- _PROMPT_: Report each line below that carries the word "route".

SUPPLIED RECORDS: Begin

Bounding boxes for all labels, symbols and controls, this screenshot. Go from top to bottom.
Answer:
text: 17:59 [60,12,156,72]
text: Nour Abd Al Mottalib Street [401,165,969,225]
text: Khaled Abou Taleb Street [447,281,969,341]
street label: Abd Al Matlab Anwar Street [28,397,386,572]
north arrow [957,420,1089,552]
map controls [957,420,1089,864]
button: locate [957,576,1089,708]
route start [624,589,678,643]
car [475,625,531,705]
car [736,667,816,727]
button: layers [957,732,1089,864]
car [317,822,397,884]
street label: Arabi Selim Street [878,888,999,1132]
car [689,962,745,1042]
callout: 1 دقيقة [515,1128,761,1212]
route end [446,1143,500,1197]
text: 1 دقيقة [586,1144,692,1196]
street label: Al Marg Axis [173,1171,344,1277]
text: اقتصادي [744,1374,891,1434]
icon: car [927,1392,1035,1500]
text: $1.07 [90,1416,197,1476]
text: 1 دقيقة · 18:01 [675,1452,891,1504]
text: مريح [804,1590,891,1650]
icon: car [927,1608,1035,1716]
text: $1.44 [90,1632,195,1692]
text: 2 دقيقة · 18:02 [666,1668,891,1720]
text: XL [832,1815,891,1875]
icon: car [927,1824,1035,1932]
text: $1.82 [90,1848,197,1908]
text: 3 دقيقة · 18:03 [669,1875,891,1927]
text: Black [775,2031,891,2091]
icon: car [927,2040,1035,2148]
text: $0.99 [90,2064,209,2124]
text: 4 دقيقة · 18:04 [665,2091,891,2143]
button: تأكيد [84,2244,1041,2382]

SUPPLIED RECORDS: End

- _TASK SOLUTION_:
route start [624,589,678,643]
route end [446,1143,500,1197]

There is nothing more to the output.